Stored data entries:
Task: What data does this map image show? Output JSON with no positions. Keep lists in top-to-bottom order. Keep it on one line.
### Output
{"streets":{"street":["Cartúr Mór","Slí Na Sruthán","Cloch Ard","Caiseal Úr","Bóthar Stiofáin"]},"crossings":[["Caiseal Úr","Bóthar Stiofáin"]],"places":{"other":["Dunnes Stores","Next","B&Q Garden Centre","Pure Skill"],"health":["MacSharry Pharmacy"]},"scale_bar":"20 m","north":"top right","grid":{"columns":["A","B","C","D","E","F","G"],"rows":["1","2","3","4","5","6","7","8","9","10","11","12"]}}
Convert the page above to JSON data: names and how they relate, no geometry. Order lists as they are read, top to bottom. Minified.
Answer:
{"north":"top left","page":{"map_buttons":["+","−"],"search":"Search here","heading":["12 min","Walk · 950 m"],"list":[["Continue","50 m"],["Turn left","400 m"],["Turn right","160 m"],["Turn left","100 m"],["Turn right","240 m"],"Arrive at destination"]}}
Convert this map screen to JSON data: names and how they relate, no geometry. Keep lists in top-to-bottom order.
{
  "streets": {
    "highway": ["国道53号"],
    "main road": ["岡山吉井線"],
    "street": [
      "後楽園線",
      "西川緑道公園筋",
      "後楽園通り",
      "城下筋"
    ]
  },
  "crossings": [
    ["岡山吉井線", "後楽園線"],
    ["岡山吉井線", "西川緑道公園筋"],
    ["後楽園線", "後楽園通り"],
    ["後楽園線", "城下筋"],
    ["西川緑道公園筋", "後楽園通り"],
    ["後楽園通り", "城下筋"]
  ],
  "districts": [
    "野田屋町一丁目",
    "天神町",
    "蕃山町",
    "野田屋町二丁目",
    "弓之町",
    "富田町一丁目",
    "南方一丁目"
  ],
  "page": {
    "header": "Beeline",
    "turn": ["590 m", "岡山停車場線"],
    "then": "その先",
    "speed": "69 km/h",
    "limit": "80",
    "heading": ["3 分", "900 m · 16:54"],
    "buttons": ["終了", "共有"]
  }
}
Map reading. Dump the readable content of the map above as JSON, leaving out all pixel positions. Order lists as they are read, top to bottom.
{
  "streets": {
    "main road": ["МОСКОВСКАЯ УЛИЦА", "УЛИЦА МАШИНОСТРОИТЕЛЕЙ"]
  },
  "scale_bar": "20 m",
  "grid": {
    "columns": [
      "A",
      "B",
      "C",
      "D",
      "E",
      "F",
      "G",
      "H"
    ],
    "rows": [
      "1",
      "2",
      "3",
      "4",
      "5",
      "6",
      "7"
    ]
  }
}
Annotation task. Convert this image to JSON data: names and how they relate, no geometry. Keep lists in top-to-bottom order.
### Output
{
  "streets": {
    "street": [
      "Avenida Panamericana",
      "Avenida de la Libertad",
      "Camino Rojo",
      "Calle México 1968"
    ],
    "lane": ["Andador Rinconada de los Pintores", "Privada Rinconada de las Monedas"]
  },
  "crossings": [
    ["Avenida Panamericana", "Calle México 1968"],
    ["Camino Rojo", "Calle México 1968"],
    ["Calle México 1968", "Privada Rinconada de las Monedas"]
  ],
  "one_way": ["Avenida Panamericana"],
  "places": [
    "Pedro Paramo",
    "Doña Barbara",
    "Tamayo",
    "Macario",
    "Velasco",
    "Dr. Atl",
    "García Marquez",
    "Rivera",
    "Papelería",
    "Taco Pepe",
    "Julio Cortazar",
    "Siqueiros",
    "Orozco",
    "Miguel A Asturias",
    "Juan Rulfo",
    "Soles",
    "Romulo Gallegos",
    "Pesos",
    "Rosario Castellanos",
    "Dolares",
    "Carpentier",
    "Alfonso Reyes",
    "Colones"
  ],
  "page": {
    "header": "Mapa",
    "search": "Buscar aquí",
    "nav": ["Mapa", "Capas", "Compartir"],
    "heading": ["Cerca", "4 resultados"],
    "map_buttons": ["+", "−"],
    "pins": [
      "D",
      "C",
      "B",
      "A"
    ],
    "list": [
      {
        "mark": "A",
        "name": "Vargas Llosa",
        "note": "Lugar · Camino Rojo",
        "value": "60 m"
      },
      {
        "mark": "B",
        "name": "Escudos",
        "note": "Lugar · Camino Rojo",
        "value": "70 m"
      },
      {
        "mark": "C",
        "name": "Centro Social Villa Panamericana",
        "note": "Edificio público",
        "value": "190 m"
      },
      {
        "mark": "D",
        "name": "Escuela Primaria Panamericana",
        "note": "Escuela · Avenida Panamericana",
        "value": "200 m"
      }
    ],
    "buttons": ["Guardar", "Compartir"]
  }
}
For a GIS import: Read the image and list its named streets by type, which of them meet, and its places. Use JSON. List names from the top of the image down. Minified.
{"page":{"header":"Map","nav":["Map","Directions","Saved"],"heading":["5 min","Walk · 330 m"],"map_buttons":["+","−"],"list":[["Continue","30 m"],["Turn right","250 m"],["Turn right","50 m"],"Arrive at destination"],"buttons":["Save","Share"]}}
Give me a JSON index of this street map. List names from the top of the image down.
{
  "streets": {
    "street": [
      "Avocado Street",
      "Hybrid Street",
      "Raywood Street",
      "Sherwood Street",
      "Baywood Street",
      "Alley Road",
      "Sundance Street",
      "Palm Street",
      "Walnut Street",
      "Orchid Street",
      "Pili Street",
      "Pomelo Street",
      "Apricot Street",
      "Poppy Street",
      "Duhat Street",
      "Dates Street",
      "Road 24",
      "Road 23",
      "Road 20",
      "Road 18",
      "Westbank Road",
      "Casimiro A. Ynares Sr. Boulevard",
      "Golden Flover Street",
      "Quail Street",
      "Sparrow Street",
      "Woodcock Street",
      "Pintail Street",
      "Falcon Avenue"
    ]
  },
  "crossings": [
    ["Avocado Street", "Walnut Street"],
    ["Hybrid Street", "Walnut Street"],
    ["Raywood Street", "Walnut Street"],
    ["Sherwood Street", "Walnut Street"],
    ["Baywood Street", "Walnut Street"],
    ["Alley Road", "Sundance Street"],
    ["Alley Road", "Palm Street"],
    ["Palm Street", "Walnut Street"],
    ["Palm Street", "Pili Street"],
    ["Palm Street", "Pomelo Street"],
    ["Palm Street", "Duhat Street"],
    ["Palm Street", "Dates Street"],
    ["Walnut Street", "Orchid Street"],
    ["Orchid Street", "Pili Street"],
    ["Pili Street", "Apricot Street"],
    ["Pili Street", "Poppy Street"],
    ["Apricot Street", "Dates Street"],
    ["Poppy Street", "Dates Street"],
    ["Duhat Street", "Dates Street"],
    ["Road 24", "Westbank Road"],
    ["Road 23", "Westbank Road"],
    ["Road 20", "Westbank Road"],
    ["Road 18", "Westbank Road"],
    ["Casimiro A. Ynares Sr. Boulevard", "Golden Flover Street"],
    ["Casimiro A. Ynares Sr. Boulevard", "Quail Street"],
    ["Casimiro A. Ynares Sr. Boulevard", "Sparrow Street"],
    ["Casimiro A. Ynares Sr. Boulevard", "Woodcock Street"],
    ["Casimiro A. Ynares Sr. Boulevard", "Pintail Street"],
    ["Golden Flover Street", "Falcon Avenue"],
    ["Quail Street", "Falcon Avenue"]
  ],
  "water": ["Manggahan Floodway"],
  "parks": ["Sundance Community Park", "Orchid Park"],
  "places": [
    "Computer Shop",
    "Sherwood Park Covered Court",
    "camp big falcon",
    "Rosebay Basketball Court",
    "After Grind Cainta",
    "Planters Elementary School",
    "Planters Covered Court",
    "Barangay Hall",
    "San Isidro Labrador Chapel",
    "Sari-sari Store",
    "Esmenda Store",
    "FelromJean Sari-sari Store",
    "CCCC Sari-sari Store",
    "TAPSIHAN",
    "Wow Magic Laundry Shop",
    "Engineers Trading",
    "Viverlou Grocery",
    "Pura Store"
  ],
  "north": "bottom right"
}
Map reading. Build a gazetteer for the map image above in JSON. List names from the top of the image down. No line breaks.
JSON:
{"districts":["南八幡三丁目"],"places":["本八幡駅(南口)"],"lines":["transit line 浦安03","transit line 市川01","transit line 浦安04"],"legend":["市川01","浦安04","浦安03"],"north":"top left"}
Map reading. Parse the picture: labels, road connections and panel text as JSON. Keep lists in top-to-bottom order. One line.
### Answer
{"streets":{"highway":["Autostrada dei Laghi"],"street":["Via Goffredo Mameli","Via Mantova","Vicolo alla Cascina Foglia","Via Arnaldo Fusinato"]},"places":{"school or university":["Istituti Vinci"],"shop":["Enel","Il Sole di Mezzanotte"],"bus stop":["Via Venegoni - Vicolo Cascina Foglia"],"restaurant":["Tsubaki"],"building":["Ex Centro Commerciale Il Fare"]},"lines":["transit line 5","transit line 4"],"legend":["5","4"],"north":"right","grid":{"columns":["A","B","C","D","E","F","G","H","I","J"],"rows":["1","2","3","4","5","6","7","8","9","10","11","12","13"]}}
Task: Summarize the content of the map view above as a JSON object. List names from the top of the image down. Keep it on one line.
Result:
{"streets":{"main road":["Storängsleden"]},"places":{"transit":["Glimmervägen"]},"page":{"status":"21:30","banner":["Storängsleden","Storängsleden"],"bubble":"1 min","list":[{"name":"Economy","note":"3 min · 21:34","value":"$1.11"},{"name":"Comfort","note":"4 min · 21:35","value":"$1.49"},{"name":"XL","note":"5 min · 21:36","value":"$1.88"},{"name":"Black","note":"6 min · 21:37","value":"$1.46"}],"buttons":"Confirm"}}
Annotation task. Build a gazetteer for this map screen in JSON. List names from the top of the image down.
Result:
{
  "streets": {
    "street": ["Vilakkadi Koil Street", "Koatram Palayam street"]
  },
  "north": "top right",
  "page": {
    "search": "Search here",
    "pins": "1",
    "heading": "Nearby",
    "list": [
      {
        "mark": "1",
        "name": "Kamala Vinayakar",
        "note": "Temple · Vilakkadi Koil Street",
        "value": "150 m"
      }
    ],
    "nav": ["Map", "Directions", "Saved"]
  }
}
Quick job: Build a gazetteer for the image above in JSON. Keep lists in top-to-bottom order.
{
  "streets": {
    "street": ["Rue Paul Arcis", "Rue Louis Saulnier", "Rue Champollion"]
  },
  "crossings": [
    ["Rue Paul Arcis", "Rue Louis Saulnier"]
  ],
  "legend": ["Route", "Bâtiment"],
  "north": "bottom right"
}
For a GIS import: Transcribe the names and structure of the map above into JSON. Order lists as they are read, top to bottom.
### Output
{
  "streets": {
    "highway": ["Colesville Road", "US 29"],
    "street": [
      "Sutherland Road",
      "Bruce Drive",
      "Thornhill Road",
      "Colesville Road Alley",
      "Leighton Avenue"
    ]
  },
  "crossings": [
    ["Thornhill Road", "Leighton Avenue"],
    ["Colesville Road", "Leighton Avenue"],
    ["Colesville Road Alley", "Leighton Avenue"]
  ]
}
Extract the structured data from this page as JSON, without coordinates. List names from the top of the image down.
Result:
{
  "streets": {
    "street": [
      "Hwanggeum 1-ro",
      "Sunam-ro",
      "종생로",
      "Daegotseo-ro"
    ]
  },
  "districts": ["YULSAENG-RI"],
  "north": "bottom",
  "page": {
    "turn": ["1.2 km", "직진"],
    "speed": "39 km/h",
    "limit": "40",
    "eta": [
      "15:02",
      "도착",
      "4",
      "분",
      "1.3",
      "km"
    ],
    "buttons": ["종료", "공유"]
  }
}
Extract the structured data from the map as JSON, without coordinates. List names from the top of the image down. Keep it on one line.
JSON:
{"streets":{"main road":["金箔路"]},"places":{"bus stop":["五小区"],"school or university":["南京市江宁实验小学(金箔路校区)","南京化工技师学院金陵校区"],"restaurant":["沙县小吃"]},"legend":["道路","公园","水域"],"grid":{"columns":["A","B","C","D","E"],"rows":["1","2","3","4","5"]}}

Exercise goal →
Every line above from the line with "Map reading. Parse" to the line with "Task: Summarize the" is wanted, ends included; write them out exactly and add no other line.

Exercise solution →
Map reading. Parse the picture: labels, road connections and panel text as JSON. Keep lists in top-to-bottom order. One line.
### Answer
{"streets":{"highway":["Autostrada dei Laghi"],"street":["Via Goffredo Mameli","Via Mantova","Vicolo alla Cascina Foglia","Via Arnaldo Fusinato"]},"places":{"school or university":["Istituti Vinci"],"shop":["Enel","Il Sole di Mezzanotte"],"bus stop":["Via Venegoni - Vicolo Cascina Foglia"],"restaurant":["Tsubaki"],"building":["Ex Centro Commerciale Il Fare"]},"lines":["transit line 5","transit line 4"],"legend":["5","4"],"north":"right","grid":{"columns":["A","B","C","D","E","F","G","H","I","J"],"rows":["1","2","3","4","5","6","7","8","9","10","11","12","13"]}}
Task: Summarize the content of the map view above as a JSON object. List names from the top of the image down. Keep it on one line.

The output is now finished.